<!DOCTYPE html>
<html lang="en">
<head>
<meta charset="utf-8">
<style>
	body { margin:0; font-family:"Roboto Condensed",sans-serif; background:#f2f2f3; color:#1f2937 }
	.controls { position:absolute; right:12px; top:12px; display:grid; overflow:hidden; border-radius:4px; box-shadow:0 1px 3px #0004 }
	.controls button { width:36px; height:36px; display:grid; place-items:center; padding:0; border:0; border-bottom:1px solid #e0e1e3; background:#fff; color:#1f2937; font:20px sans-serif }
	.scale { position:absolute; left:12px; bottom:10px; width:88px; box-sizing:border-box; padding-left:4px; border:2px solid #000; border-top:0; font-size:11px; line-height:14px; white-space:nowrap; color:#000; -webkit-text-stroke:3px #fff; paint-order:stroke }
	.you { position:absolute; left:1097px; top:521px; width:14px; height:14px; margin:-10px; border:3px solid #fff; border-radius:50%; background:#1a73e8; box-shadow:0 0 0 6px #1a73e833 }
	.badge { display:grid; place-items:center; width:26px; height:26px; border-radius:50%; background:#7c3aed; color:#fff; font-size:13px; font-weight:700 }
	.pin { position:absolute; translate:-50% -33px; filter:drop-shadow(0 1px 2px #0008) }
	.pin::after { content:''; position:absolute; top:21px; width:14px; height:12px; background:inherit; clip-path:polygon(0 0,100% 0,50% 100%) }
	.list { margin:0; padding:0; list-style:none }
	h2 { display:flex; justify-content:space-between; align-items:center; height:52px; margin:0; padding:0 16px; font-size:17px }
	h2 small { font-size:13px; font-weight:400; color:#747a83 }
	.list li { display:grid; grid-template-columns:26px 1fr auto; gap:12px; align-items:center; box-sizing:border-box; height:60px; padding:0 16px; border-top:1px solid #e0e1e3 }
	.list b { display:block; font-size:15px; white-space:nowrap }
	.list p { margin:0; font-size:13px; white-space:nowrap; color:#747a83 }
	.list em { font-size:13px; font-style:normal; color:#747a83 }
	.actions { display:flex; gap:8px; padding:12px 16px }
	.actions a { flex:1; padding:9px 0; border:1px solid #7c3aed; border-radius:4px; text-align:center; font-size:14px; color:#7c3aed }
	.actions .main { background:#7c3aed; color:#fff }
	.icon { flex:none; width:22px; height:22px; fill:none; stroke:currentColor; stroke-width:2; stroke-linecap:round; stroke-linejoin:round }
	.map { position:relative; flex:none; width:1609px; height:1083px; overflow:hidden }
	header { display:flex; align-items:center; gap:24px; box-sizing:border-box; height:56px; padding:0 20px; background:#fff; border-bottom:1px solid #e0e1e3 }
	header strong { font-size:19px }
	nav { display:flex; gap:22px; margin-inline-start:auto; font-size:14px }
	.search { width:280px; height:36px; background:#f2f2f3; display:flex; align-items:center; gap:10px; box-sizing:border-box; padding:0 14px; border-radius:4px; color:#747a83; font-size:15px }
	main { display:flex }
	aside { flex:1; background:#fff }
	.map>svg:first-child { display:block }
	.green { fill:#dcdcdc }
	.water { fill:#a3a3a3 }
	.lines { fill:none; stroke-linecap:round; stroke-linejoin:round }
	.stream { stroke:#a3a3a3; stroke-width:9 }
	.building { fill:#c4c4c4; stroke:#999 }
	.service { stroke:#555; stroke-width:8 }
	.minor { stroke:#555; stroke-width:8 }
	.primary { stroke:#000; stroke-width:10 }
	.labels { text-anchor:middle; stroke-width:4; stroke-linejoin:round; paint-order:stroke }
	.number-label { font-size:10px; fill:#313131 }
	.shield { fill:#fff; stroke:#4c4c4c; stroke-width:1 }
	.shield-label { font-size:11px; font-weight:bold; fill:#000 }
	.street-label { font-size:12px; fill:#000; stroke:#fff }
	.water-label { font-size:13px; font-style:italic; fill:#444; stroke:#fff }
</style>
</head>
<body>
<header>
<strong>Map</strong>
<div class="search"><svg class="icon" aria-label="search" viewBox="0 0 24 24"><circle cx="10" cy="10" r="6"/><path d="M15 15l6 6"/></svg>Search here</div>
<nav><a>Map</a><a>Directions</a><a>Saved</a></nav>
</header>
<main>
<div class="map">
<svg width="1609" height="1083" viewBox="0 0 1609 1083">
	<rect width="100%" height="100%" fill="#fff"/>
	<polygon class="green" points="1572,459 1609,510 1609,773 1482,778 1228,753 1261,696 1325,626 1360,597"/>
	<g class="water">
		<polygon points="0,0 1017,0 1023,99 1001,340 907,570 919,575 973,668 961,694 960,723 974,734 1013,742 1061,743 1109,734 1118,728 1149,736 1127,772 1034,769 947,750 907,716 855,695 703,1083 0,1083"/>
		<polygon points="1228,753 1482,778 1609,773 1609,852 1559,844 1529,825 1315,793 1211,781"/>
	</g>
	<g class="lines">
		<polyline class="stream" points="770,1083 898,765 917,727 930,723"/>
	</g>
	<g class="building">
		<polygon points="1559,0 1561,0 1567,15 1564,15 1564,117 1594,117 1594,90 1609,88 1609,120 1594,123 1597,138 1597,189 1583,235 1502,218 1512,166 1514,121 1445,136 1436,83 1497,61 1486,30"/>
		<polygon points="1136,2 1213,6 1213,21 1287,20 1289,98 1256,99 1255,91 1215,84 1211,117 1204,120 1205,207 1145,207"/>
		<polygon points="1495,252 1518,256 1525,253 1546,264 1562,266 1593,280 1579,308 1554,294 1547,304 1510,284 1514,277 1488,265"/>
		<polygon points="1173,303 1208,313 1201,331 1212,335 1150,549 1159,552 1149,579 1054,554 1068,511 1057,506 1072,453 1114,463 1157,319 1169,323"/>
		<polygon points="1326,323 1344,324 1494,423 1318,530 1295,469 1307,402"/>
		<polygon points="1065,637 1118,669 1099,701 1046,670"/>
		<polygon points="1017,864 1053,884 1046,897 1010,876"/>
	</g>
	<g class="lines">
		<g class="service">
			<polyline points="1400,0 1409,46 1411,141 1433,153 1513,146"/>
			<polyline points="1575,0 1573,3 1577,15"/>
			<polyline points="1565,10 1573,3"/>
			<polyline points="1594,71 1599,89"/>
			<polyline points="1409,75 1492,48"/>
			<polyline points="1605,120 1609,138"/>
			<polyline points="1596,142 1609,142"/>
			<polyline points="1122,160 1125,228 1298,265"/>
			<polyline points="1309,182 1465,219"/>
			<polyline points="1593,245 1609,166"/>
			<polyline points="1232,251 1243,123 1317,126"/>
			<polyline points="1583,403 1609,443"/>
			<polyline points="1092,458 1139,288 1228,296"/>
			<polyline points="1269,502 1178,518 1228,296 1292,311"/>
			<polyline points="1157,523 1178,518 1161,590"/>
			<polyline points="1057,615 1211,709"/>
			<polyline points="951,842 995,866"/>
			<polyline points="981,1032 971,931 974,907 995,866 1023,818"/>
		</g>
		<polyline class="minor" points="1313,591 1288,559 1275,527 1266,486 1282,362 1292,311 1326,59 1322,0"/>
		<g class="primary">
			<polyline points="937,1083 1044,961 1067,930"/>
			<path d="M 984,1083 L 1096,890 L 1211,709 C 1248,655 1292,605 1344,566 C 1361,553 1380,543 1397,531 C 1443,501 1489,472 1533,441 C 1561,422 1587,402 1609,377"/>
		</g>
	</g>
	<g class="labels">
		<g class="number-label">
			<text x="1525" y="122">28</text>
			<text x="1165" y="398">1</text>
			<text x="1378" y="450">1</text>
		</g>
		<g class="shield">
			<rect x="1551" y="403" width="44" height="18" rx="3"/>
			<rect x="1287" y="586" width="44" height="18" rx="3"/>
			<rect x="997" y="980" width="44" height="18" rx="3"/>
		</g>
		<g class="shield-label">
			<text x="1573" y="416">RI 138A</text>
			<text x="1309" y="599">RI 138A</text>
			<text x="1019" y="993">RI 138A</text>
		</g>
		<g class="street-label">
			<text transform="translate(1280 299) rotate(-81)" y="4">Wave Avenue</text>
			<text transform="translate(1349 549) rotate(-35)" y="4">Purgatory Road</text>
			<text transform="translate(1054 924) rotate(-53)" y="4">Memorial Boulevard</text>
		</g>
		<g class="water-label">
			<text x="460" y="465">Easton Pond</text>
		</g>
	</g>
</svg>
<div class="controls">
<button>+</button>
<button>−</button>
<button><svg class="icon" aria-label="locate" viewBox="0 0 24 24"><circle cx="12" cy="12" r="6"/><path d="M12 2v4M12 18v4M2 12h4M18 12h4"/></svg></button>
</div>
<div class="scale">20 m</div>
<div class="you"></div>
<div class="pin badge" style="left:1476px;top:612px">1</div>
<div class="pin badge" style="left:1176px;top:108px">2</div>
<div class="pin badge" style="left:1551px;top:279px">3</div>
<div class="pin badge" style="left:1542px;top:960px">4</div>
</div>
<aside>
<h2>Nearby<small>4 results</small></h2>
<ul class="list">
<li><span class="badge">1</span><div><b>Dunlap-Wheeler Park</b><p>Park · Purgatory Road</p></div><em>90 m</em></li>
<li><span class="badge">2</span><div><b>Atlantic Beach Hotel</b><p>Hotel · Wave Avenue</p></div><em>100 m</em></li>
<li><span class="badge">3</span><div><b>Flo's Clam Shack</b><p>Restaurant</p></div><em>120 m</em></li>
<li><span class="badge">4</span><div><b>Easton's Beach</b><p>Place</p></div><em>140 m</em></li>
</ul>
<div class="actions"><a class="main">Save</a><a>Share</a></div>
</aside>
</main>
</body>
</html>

--------------------

What you need to do
Scan the material above for the string "list". Return each line where it occurs.

Exercise result
	.list { margin:0; padding:0; list-style:none }
	.list li { display:grid; grid-template-columns:26px 1fr auto; gap:12px; align-items:center; box-sizing:border-box; height:60px; padding:0 16px; border-top:1px solid #e0e1e3 }
	.list b { display:block; font-size:15px; white-space:nowrap }
	.list p { margin:0; font-size:13px; white-space:nowrap; color:#747a83 }
	.list em { font-size:13px; font-style:normal; color:#747a83 }
<ul class="list">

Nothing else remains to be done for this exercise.